| Exercise brief |
Only the lines from the beginning of the data through the one with "position:relative; width:1932px; height:1746px;" belong in the answer, each retyped exactly, with pictures left out.

•••••

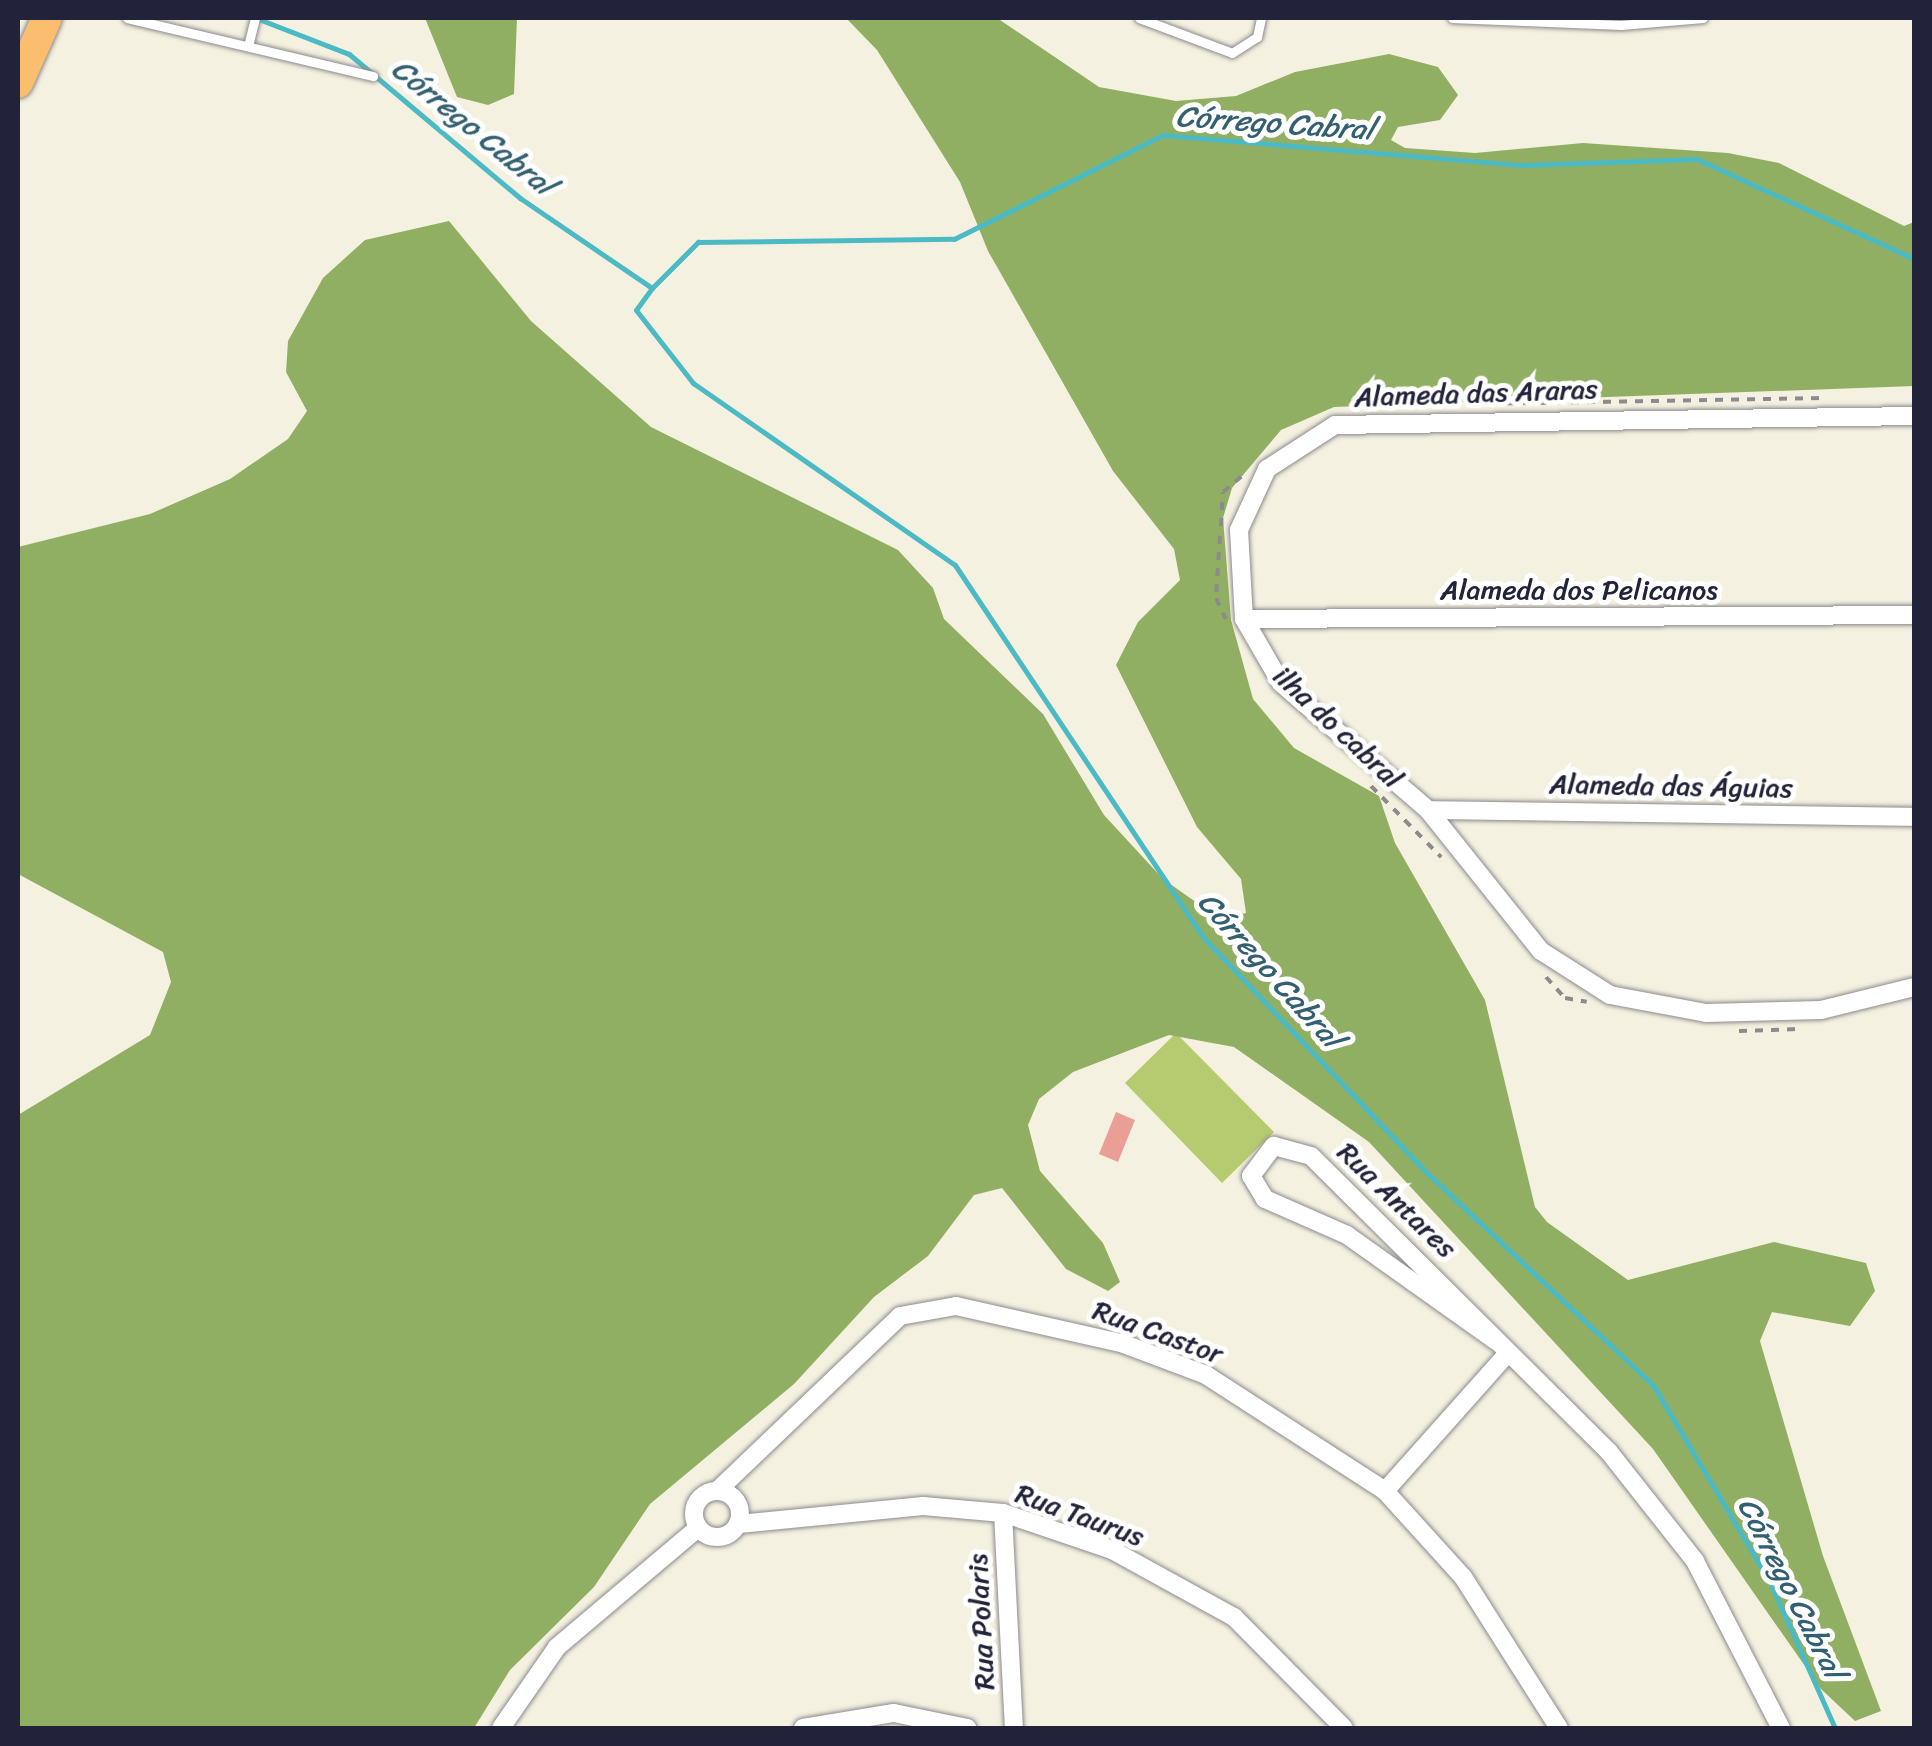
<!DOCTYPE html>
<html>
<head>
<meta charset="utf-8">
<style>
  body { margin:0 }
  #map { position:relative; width:1932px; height:1746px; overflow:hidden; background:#f5f1e0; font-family:Sriracha,sans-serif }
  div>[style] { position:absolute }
  .green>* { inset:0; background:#b6cb70 }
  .forest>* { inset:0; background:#90af62 }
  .stream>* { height:5px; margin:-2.5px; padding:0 2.5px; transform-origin:2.5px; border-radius:2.5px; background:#4cbac4 }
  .building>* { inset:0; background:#ea9f96 }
  .path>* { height:4px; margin-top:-2px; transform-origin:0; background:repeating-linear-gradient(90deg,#8c8a8e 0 8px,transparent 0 16px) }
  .roads { filter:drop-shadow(0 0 2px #8c8a8e) drop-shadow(0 0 2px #8c8a8e) }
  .service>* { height:9px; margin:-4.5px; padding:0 4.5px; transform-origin:4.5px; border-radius:4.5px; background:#fff }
  .minor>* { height:18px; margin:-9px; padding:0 9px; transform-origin:9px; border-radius:9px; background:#fff }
  .minor>.ring { margin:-9px; padding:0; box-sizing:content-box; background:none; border:18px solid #fff; border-radius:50% }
  .primary>* { height:30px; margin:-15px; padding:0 15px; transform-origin:15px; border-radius:15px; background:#fbbd6e }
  span { translate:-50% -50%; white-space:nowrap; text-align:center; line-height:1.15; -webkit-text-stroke:10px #fff; paint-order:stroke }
  .street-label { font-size:28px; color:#22223b }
  .water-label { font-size:30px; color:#335f72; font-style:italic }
  .frame { position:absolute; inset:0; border:20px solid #22223b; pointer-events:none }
</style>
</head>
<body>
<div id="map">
  <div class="green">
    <i style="clip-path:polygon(1176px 1033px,1274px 1132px,1222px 1183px,1125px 1083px)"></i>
  </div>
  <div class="forest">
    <i style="clip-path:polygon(425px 18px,517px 18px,514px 94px,488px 105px,457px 97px)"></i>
    <i style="clip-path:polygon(846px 18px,997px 18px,1099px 87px,1176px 101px,1236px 96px,1295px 72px,1389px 54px,1438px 67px,1458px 95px,1440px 120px,1398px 127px,1391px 140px,1405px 148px,1475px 153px,1583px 143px,1728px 153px,1779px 163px,1904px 226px,1914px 222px,1914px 386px,1334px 407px,1281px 430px,1232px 488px,1223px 518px,1231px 620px,1253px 699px,1294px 748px,1379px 796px,1395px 843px,1485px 1000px,1535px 1207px,1547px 1222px,1628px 1280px,1774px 1242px,1866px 1263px,1875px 1291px,1850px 1326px,1772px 1312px,1760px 1341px,1823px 1556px,1881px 1711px,1855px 1721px,1821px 1689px,1653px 1449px,1369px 1142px,1234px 1047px,1169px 1035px,1073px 1072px,1039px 1099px,1028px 1125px,1040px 1171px,1103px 1243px,1120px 1282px,1108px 1291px,1066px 1269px,1002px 1188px,974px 1195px,928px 1256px,874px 1297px,794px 1384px,650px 1504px,594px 1587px,510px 1670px,474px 1728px,18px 1728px,18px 1115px,150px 1035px,171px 982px,163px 952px,18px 874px,18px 547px,150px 514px,230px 479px,288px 439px,307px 411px,286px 372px,288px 341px,323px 278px,365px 240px,449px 221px,531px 321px,651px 427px,898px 550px,933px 588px,944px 619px,1043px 714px,1104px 815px,1163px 879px,1220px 919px,1246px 913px,1241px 879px,1197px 827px,1116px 665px,1138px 622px,1180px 580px,1174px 549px,1113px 471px,988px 251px,960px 182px,877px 50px)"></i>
  </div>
  <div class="stream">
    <i style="left:256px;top:18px;width:100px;rotate:21.2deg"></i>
    <i style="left:349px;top:54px;width:224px;rotate:40.1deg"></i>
    <i style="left:520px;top:198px;width:160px;rotate:34.3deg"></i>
    <i style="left:652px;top:288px;width:27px;rotate:126deg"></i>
    <i style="left:636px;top:310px;width:93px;rotate:52deg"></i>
    <i style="left:693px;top:383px;width:319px;rotate:34.8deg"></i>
    <i style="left:955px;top:565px;width:447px;rotate:56.3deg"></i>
    <i style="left:1203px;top:937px;width:323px;rotate:46.5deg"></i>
    <i style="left:1425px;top:1171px;width:313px;rotate:43.2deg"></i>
    <i style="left:1653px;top:1385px;width:227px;rotate:59.3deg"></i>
    <i style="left:1769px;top:1580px;width:162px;rotate:66deg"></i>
    <i style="left:653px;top:287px;width:64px;rotate:-45deg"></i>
    <i style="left:698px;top:242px;width:256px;rotate:-0.7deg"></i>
    <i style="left:954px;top:239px;width:233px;rotate:-26.5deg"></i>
    <i style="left:1163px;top:135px;width:360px;rotate:4.8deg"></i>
    <i style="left:1522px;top:165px;width:175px;rotate:-2deg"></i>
    <i style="left:1697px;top:159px;width:239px;rotate:24.7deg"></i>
  </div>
  <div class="building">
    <i style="clip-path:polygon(1116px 1112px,1135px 1120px,1118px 1162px,1099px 1154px)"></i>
  </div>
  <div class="path">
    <i style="left:1475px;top:404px;width:350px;rotate:-1deg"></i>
    <i style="left:1221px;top:526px;width:34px;rotate:-87deg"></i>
    <i style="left:1223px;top:492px;width:31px;rotate:-40deg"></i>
    <i style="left:1220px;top:536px;width:62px;rotate:93.7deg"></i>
    <i style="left:1216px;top:598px;width:23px;rotate:65deg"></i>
    <i style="left:1371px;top:786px;width:100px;rotate:45.4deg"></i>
    <i style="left:1546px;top:977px;width:28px;rotate:48deg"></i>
    <i style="left:1565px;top:998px;width:22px;rotate:10deg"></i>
    <i style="left:1739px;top:1031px;width:59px;rotate:-1.9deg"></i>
  </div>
  <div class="roads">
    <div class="service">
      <i style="left:127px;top:18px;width:253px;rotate:13.3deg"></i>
      <i style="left:1139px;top:18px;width:99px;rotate:20.6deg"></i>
      <i style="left:1232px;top:53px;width:30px;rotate:-33deg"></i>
      <i style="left:1257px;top:37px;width:19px;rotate:-78deg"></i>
      <i style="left:1452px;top:18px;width:169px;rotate:2.4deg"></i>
      <i style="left:1621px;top:25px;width:82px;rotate:-4.9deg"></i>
      <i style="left:248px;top:46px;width:29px;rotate:-76deg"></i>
    </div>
    <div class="minor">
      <i style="left:1914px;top:416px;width:579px;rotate:179.11deg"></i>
      <i style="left:1335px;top:425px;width:81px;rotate:147.1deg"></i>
      <i style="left:1267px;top:469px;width:67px;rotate:114.7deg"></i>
      <i style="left:1239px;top:530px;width:89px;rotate:86.8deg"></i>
      <i style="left:1244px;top:619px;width:74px;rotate:60deg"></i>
      <i style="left:1281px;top:683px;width:194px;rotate:40.8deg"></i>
      <i style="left:1428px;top:810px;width:181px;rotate:51.3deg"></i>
      <i style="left:1541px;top:951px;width:82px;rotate:32.5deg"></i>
      <i style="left:1610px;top:995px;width:98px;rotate:10.6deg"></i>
      <i style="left:1706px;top:1013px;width:115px;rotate:-1.5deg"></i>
      <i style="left:1821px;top:1010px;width:96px;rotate:-13.9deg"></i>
      <i style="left:1244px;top:619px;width:670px;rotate:-0.34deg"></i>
      <i style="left:1428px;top:810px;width:486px;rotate:0.8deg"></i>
      <i style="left:1496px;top:1341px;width:183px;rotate:-144.6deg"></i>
      <i style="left:1347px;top:1235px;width:90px;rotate:-156.3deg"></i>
      <i style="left:1265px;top:1199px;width:27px;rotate:-121deg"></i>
      <i style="left:1251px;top:1176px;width:38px;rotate:-53deg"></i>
      <i style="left:1274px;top:1146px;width:38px;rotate:15deg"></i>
      <i style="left:1311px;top:1156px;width:420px;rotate:44.8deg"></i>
      <i style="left:1609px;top:1452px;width:139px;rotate:51.7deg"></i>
      <i style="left:1695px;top:1561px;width:188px;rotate:62.8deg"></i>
      <i style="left:717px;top:1491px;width:253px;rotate:-43.7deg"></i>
      <i style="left:900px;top:1316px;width:57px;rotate:-10.1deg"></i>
      <i style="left:956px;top:1306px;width:172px;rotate:12.7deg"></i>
      <i style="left:1124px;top:1344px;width:88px;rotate:20.7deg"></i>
      <i style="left:1206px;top:1375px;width:213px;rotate:32.9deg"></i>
      <i style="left:1385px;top:1491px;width:116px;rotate:47.8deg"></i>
      <i style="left:1463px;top:1577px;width:179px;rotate:57.6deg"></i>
      <i style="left:1385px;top:1491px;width:185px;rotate:-48.3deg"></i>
      <i class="ring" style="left:694px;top:1491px;width:28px;height:28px"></i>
      <i style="left:1003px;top:1513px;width:215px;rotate:87.1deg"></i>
      <i style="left:739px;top:1524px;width:185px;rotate:-5.6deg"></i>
      <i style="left:923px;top:1506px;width:80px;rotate:5deg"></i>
      <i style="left:1003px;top:1513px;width:115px;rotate:18.7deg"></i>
      <i style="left:1112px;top:1550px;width:139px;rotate:28.8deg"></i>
      <i style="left:1234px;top:1617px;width:156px;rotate:45.3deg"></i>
      <i style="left:501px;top:1728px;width:98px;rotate:-55.3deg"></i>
      <i style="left:557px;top:1647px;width:185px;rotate:-40.2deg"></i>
      <i style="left:803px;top:1728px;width:92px;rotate:-9.4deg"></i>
      <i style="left:894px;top:1713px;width:75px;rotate:11.6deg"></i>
    </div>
    <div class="primary">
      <i style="left:18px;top:83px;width:71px;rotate:-66deg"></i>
    </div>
  </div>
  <div class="street-label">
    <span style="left:1476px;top:393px;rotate:-2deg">Alameda das Araras</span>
    <span style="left:1579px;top:590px">Alameda dos Pelicanos</span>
    <span style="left:1338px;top:727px;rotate:43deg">ilha do cabral</span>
    <span style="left:1671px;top:786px;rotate:1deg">Alameda das Águias</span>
    <span style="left:1397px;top:1200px;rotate:44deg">Rua Antares</span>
    <span style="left:1158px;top:1332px;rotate:20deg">Rua Castor</span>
    <span style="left:1080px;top:1515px;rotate:20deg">Rua Taurus</span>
    <span style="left:981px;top:1622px;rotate:-93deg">Rua Polaris</span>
  </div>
  <div class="water-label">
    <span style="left:1275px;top:123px;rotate:4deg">Córrego Cabral</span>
    <span style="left:473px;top:127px;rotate:39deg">Córrego Cabral</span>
    <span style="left:1270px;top:970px;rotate:48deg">Córrego Cabral</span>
    <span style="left:1791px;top:1588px;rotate:63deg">Córrego Cabral</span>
  </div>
  <div class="frame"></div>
</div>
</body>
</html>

•••••

| Solution to this exercise |
<!DOCTYPE html>
<html>
<head>
<meta charset="utf-8">
<style>
  body { margin:0 }
  #map { position:relative; width:1932px; height:1746px; overflow:hidden; background:#f5f1e0; font-family:Sriracha,sans-serif }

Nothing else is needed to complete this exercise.